GF: Where in the region are you expanding or investing in stronger operations?
Kaushal: Saudi Arabia is a large, attractive market, and one that we have always been interested in. In early 2020, we announced the appointment of a new CEO for Saudi Arabia. The bank has also won a full banking license from the Saudi Central Bank, upgrading the license from the Capital Markets Authority under which we had been operating previously.
This enables us to add to the investment banking activities we previously ran, giving us capacity to offer commercial banking and deposit-taking. I’m please to say we are now fully operational in Riyadh.
GF: How does your bank engage with green finance and growing calls for sustainability principles in business?

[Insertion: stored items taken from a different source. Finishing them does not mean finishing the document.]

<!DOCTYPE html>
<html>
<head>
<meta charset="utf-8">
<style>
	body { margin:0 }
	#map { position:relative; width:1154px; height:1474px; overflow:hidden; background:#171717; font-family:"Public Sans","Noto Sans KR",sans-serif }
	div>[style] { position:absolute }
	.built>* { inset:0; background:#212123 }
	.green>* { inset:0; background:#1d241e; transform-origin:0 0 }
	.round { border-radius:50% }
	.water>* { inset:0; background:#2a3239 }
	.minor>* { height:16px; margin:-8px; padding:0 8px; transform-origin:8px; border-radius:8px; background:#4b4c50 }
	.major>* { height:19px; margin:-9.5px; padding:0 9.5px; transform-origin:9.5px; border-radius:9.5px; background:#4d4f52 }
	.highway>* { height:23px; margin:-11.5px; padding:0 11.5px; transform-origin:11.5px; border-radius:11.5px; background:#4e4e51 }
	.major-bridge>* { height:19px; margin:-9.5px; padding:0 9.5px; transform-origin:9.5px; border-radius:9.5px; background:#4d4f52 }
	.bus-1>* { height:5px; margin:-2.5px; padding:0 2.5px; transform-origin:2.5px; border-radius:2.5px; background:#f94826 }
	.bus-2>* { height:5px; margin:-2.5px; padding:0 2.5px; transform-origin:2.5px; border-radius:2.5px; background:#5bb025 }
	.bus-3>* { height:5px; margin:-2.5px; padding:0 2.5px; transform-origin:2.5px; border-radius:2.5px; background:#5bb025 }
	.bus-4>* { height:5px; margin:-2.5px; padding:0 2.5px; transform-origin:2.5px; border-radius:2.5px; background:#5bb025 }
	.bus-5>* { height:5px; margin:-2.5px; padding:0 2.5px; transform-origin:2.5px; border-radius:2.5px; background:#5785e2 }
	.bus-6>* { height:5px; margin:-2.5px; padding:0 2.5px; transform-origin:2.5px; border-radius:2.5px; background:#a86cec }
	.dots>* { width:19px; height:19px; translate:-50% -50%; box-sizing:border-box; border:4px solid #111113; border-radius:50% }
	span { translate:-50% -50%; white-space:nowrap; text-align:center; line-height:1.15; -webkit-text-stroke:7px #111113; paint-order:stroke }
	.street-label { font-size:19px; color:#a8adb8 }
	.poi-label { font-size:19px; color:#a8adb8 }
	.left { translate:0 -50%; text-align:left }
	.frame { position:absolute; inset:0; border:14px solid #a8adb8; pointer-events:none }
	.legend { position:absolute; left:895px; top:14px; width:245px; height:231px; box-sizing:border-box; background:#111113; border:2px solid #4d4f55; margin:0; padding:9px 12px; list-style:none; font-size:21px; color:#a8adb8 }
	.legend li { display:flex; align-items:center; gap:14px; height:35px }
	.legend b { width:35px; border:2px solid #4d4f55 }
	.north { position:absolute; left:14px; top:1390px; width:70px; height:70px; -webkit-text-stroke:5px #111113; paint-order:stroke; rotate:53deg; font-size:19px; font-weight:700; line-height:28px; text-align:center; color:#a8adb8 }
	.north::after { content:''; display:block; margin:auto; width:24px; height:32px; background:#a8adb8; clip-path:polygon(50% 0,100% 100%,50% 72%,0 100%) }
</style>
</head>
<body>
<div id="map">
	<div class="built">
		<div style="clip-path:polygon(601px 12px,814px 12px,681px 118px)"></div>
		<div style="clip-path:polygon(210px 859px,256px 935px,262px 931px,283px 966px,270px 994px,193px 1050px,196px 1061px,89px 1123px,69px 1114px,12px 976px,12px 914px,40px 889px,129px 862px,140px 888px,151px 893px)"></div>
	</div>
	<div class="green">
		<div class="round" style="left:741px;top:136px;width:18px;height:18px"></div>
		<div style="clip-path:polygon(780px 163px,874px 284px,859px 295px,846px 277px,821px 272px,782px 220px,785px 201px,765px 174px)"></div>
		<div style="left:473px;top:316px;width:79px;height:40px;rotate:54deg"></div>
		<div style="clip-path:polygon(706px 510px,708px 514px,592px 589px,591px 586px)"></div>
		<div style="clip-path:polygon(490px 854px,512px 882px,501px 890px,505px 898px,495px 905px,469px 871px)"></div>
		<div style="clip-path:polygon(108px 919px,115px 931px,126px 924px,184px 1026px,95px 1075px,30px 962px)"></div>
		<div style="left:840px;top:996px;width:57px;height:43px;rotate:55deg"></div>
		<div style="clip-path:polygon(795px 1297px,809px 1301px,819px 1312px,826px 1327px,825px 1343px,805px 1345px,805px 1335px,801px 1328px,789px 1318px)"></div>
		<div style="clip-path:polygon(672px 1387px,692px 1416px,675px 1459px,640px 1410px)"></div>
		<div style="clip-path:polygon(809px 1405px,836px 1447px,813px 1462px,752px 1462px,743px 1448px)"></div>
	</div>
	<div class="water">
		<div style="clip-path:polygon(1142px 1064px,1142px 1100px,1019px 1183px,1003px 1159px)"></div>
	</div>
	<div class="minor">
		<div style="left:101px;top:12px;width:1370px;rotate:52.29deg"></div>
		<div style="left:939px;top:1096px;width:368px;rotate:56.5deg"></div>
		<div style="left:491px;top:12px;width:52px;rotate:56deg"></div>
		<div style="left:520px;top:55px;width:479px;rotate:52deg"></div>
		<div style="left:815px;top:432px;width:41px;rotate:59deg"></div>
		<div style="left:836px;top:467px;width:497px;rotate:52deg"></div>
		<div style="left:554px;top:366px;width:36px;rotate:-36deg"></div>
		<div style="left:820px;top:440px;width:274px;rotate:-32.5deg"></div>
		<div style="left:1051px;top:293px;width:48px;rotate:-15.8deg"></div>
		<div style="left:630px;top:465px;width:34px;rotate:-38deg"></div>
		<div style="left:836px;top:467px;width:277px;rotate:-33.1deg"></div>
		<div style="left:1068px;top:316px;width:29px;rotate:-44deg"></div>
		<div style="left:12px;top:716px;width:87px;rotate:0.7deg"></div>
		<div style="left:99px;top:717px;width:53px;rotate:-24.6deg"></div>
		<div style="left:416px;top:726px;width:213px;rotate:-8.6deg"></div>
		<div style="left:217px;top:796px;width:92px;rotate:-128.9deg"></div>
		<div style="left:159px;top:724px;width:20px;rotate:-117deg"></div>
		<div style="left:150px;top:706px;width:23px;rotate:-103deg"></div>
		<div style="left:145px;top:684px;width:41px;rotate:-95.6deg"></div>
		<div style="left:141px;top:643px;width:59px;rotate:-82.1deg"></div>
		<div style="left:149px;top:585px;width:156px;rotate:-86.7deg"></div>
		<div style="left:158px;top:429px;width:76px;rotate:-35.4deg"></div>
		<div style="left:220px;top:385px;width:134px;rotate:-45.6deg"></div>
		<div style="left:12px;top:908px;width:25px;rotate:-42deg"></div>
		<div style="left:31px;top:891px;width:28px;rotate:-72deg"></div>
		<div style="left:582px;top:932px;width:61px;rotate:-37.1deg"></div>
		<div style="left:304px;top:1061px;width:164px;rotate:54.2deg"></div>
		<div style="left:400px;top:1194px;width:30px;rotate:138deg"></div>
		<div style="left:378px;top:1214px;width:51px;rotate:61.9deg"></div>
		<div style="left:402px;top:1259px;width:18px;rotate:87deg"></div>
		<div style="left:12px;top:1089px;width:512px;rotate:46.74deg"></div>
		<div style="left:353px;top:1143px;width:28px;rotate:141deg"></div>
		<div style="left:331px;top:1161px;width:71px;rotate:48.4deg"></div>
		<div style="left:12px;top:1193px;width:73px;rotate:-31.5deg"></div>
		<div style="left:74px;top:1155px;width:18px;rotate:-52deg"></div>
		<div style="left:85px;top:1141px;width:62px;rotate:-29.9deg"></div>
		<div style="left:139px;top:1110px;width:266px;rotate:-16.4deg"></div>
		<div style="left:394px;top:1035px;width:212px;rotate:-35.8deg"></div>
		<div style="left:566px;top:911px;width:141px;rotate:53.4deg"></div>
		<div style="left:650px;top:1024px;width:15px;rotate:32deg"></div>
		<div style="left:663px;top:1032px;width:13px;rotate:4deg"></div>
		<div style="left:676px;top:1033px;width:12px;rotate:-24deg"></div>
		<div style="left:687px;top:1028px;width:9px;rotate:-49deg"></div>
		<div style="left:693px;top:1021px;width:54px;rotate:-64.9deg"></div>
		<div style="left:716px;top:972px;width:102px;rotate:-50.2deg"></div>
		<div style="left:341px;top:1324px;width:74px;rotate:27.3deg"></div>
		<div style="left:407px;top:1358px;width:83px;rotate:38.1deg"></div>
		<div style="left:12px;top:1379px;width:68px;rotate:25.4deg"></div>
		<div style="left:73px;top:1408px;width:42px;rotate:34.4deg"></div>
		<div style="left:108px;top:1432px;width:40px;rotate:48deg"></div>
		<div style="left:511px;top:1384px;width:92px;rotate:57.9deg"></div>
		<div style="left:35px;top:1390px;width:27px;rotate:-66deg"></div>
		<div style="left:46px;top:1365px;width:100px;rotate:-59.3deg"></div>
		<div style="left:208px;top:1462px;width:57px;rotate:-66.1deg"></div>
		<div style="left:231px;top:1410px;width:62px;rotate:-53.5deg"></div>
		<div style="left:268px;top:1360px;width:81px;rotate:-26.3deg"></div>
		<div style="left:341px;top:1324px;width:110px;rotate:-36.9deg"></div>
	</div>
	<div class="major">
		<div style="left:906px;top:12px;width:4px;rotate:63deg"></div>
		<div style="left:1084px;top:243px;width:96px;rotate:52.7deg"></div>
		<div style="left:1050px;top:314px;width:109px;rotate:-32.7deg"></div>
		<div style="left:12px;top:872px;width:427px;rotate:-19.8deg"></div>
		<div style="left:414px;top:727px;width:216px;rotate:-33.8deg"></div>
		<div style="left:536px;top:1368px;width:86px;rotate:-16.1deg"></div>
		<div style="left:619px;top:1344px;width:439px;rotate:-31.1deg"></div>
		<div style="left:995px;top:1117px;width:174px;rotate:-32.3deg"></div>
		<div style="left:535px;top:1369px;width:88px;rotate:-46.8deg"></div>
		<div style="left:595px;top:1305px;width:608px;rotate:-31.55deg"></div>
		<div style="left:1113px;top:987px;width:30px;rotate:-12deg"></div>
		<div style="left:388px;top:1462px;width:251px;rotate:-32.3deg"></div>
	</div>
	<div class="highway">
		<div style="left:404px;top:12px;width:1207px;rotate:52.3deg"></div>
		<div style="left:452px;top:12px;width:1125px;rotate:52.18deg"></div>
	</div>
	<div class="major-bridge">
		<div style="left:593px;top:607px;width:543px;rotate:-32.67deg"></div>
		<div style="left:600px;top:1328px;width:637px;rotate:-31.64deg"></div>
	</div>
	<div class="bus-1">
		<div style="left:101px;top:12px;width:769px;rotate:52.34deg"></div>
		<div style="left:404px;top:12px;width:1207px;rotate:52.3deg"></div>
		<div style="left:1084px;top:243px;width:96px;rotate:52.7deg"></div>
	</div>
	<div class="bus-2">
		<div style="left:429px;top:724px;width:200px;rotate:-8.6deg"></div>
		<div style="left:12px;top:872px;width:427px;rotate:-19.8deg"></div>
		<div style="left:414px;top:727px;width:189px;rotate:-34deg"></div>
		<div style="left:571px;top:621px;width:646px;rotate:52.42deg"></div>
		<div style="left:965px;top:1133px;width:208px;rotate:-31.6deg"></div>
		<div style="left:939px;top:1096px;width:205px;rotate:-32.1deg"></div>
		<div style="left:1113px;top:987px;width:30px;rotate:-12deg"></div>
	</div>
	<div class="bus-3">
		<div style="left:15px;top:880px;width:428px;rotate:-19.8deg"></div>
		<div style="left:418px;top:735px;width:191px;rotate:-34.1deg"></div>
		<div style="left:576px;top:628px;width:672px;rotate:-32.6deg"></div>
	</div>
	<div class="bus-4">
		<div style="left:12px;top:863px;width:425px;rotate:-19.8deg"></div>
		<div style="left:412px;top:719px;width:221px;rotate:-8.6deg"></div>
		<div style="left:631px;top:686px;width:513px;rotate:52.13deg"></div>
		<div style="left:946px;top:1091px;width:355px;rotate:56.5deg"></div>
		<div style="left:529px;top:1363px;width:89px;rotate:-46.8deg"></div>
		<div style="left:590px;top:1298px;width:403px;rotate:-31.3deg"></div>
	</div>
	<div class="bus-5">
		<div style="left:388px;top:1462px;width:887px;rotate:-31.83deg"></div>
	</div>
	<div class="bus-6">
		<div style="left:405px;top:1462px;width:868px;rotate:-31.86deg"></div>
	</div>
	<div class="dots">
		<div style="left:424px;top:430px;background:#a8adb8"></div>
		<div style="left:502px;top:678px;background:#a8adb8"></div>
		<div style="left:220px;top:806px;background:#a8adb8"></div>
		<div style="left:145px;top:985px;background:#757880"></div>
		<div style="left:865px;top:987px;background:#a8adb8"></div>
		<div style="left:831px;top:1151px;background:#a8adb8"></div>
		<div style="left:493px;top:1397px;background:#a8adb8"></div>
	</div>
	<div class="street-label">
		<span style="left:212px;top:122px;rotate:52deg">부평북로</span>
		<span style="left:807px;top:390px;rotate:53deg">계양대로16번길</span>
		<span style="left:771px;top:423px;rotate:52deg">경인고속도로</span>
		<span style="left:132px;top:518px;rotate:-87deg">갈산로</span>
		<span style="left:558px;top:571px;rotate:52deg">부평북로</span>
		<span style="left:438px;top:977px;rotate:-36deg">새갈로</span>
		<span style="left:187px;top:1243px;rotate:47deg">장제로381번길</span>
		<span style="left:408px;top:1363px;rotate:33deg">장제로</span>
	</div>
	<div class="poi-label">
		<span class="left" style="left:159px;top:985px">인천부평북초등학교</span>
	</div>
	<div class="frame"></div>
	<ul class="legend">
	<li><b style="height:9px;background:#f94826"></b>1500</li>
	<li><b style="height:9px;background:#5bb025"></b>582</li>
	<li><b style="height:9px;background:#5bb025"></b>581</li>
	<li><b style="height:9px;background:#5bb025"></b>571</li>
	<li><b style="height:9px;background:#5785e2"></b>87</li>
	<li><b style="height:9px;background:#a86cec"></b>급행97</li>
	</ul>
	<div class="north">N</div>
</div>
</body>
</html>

Kaushal: In the wake of the Covid-19 pandemic, we have all witnessed the urgency for global economies to move toward a sustainable recovery. What we are seeing across the region is that both regulators and government authorities have started a series of nationwide sustainability initiatives aimed at reversing the consequences of climate change and have called on institutions to act as champions.
GCC economies, particularly the UAE and Saudi Arabia, are heavily moving toward diversifying their energy mix by investing in renewables, including solar and waste-to-energy.
In 2017, our bank helped obtain $4.32 billion to fund the Mohammed bin Rashid al Maktoum Solar Park in Dubai. Earlier this year, we helped fund one of the largest waste-to-energy facilities in Dubai.